- _Task objective_
Each entry below is to be written out exactly, and the pictures are to be left out.

- _Exercise inputs_
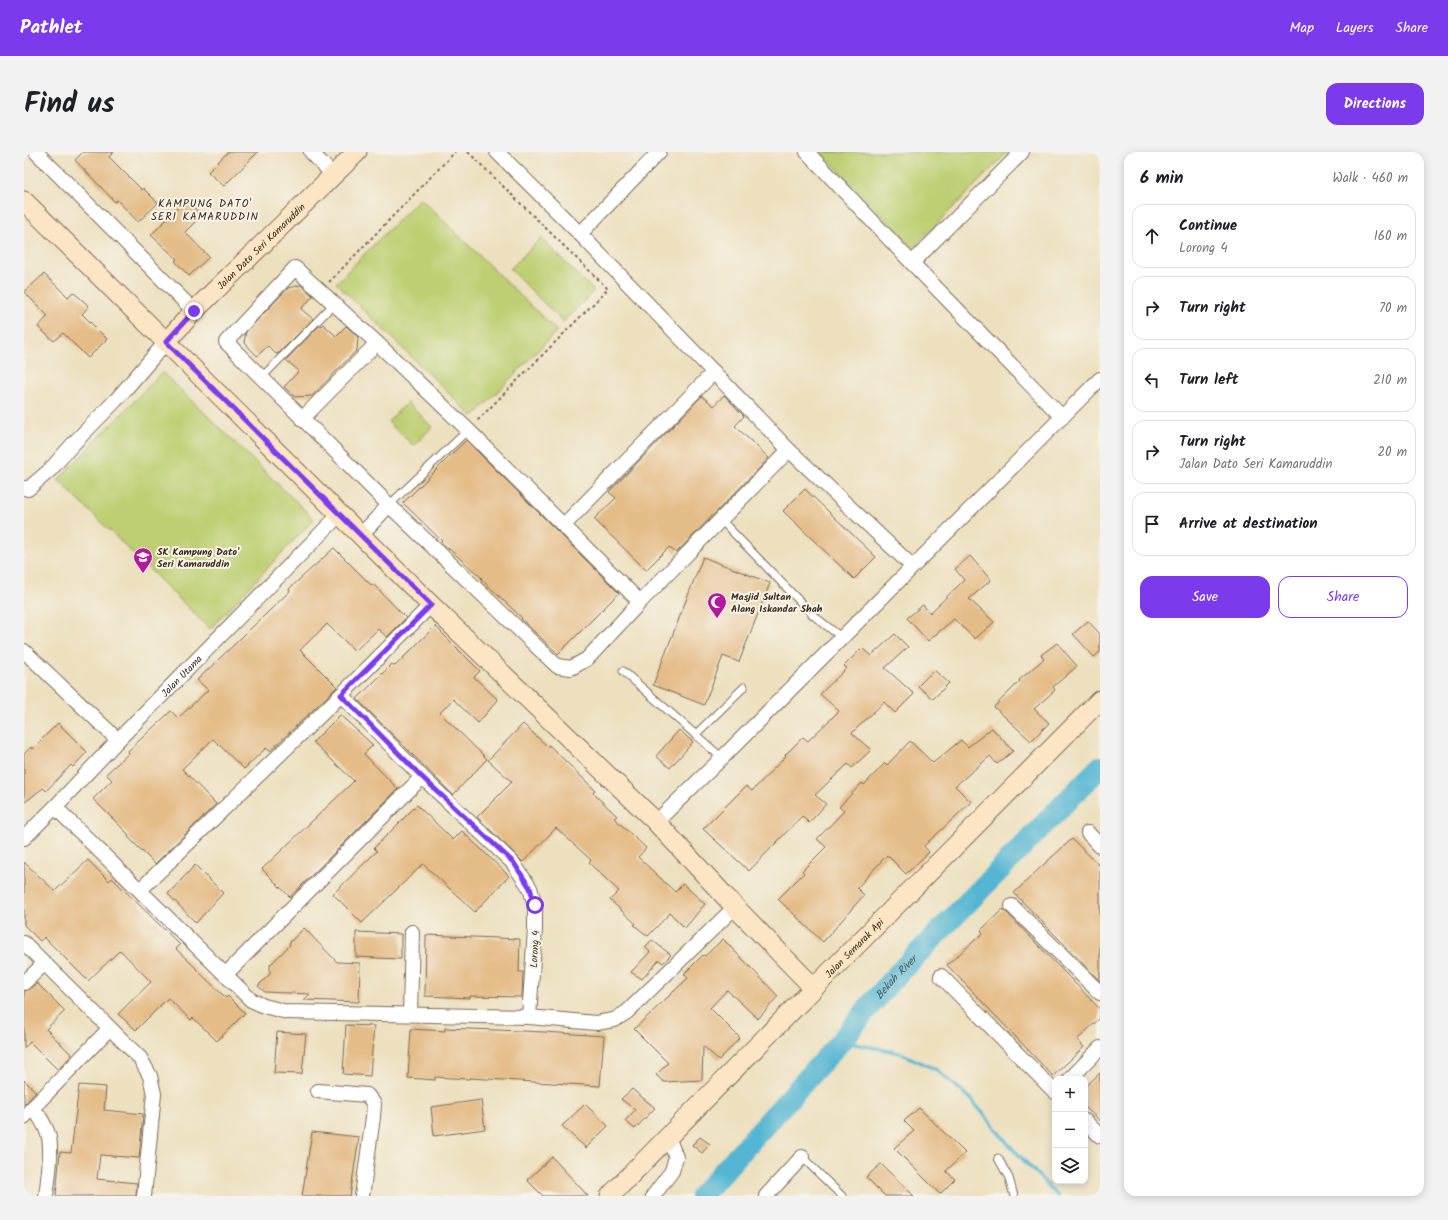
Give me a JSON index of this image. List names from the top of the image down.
{
  "streets": {
    "street": [
      "Jalan Dato Seri Kamaruddin",
      "Jalan Utama",
      "Jalan Semarak Api",
      "Lorong 4"
    ]
  },
  "districts": ["KAMPUNG DATO' SERI KAMARUDDIN"],
  "water": ["Bekah River"],
  "places": {
    "school or university": ["SK Kampung Dato' Seri Kamaruddin"],
    "mosque": ["Masjid Sultan Alang Iskandar Shah"]
  },
  "page": {
    "header": "Pathlet",
    "nav": ["Map", "Layers", "Share"],
    "title": "Find us",
    "buttons": [
      "Directions",
      ["Save", "Share"]
    ],
    "heading": ["6 min", "Walk · 460 m"],
    "list": [
      ["Continue", "Lorong 4", "160 m"],
      ["Turn right", "70 m"],
      ["Turn left", "210 m"],
      ["Turn right", "Jalan Dato Seri Kamaruddin", "20 m"],
      "Arrive at destination"
    ],
    "map_buttons": ["+", "−"]
  }
}
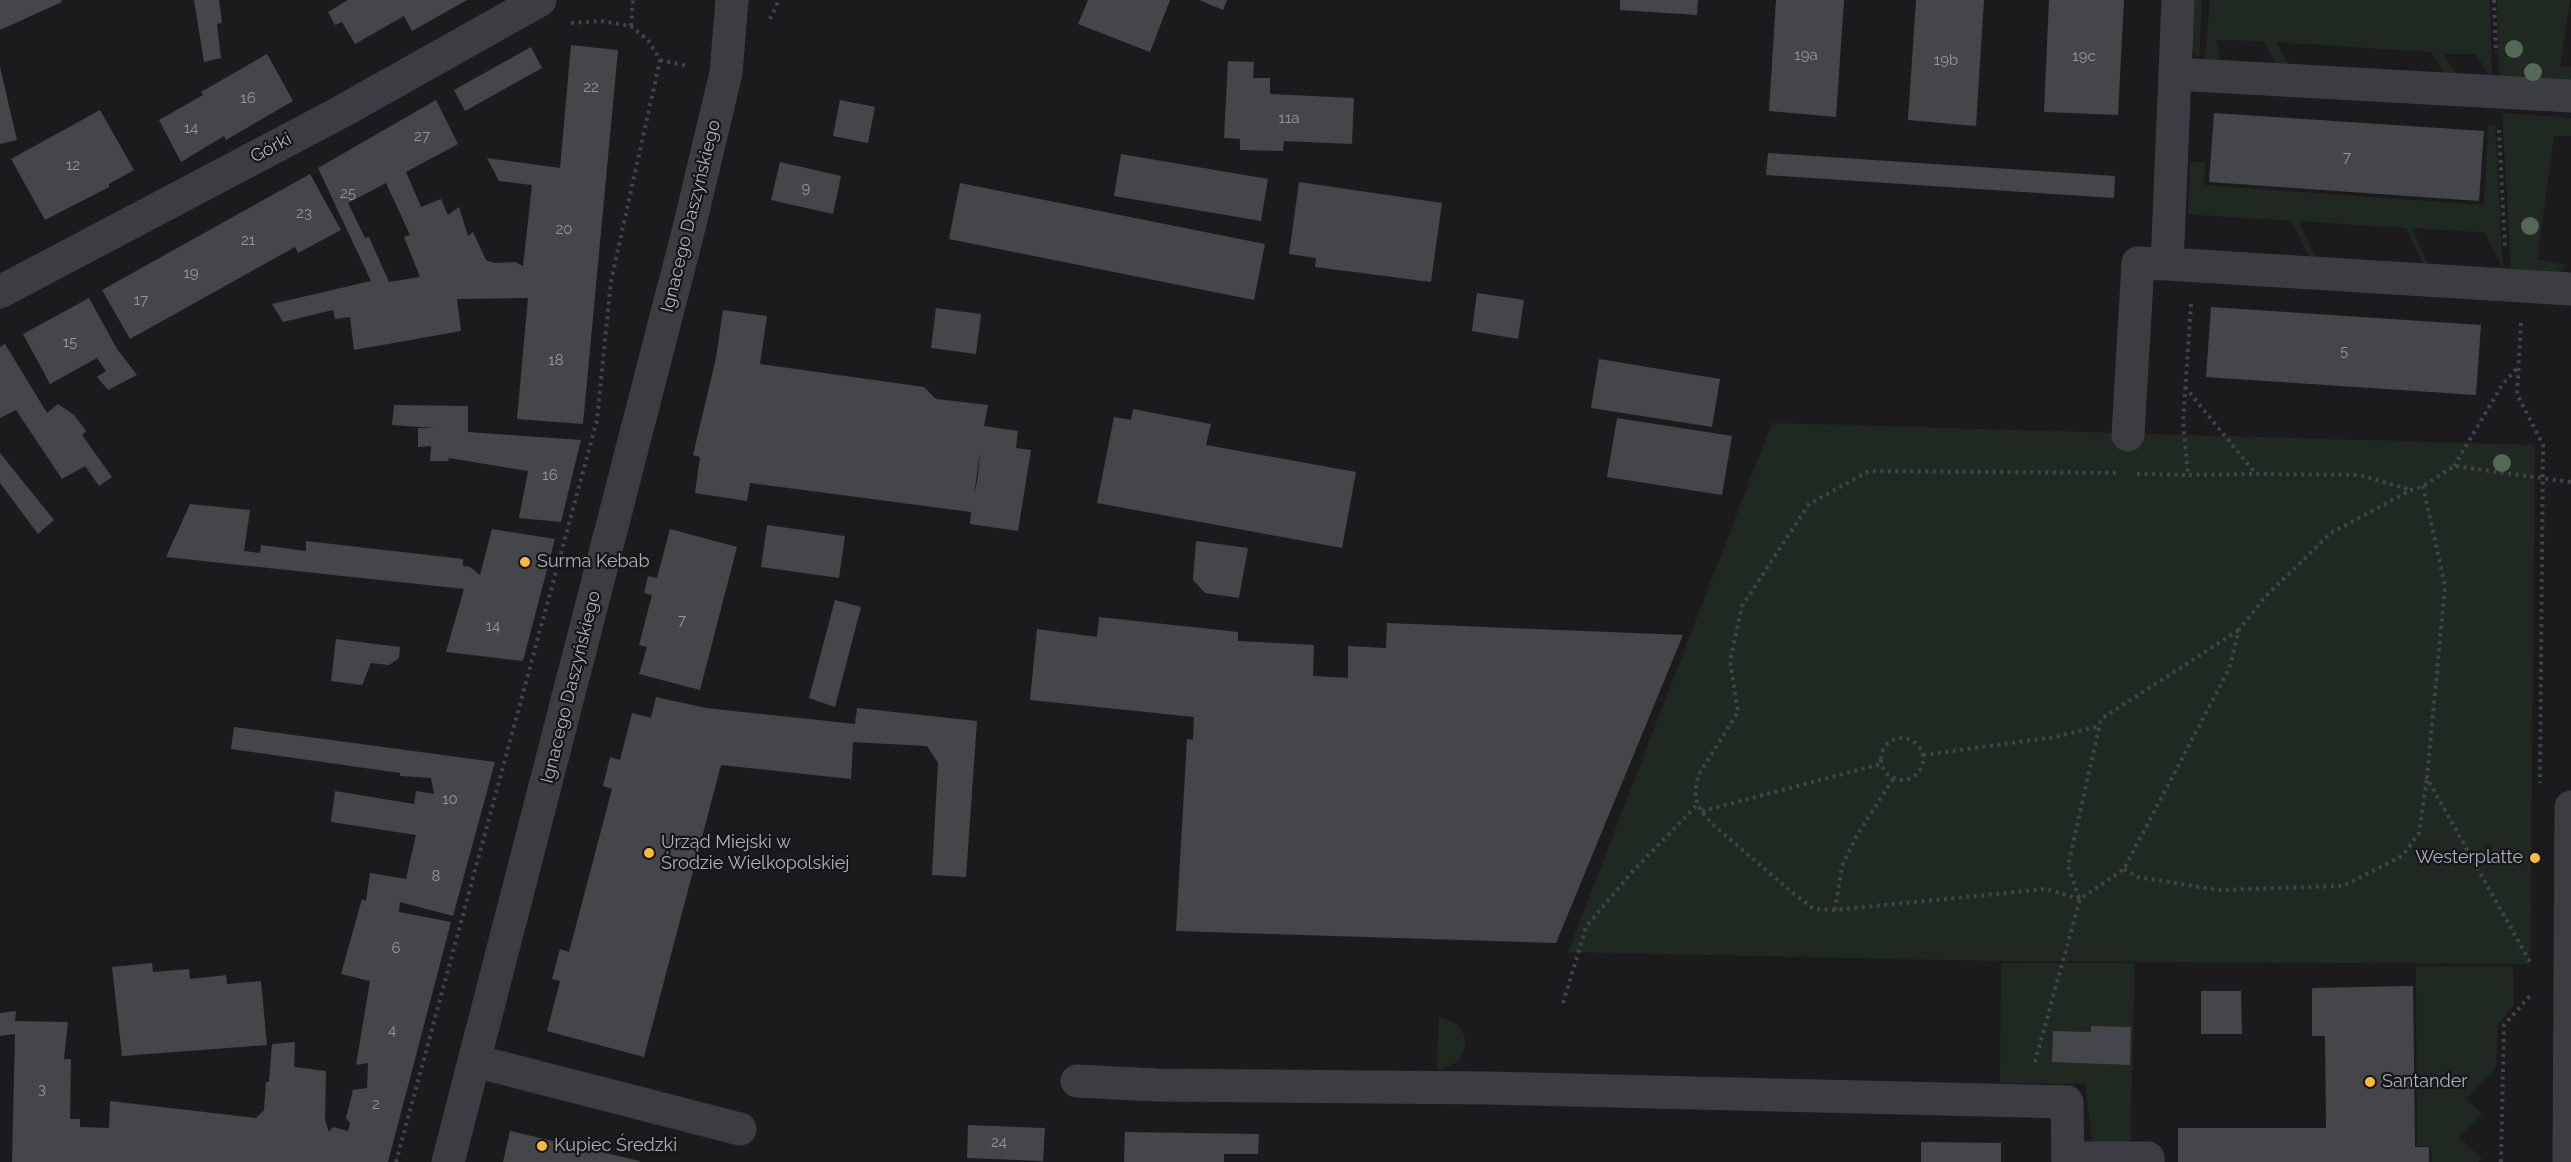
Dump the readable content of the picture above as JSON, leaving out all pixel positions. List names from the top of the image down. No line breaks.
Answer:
{"streets":{"street":["Górki","Ignacego Daszyńskiego"]},"places":["Surma Kebab","Urząd Miejski w Środzie Wielkopolskiej","Westerplatte","Santander","Kupiec Średzki"],"house_numbers":["19a","19c","19b","22","16","11a","14","27","7","12","9","25","23","20","21","19","17","15","5","18","16","7","14","10","8","6","4","3","2","24"]}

- _Your solution_
Give me a JSON index of this image. List names from the top of the image down.
{
  "streets": {
    "street": [
      "Jalan Dato Seri Kamaruddin",
      "Jalan Utama",
      "Jalan Semarak Api",
      "Lorong 4"
    ]
  },
  "districts": ["KAMPUNG DATO' SERI KAMARUDDIN"],
  "water": ["Bekah River"],
  "places": {
    "school or university": ["SK Kampung Dato' Seri Kamaruddin"],
    "mosque": ["Masjid Sultan Alang Iskandar Shah"]
  },
  "page": {
    "header": "Pathlet",
    "nav": ["Map", "Layers", "Share"],
    "title": "Find us",
    "buttons": [
      "Directions",
      ["Save", "Share"]
    ],
    "heading": ["6 min", "Walk · 460 m"],
    "list": [
      ["Continue", "Lorong 4", "160 m"],
      ["Turn right", "70 m"],
      ["Turn left", "210 m"],
      ["Turn right", "Jalan Dato Seri Kamaruddin", "20 m"],
      "Arrive at destination"
    ],
    "map_buttons": ["+", "−"]
  }
}
Dump the readable content of the picture above as JSON, leaving out all pixel positions. List names from the top of the image down. No line breaks.
Answer:
{"streets":{"street":["Górki","Ignacego Daszyńskiego"]},"places":["Surma Kebab","Urząd Miejski w Środzie Wielkopolskiej","Westerplatte","Santander","Kupiec Średzki"],"house_numbers":["19a","19c","19b","22","16","11a","14","27","7","12","9","25","23","20","21","19","17","15","5","18","16","7","14","10","8","6","4","3","2","24"]}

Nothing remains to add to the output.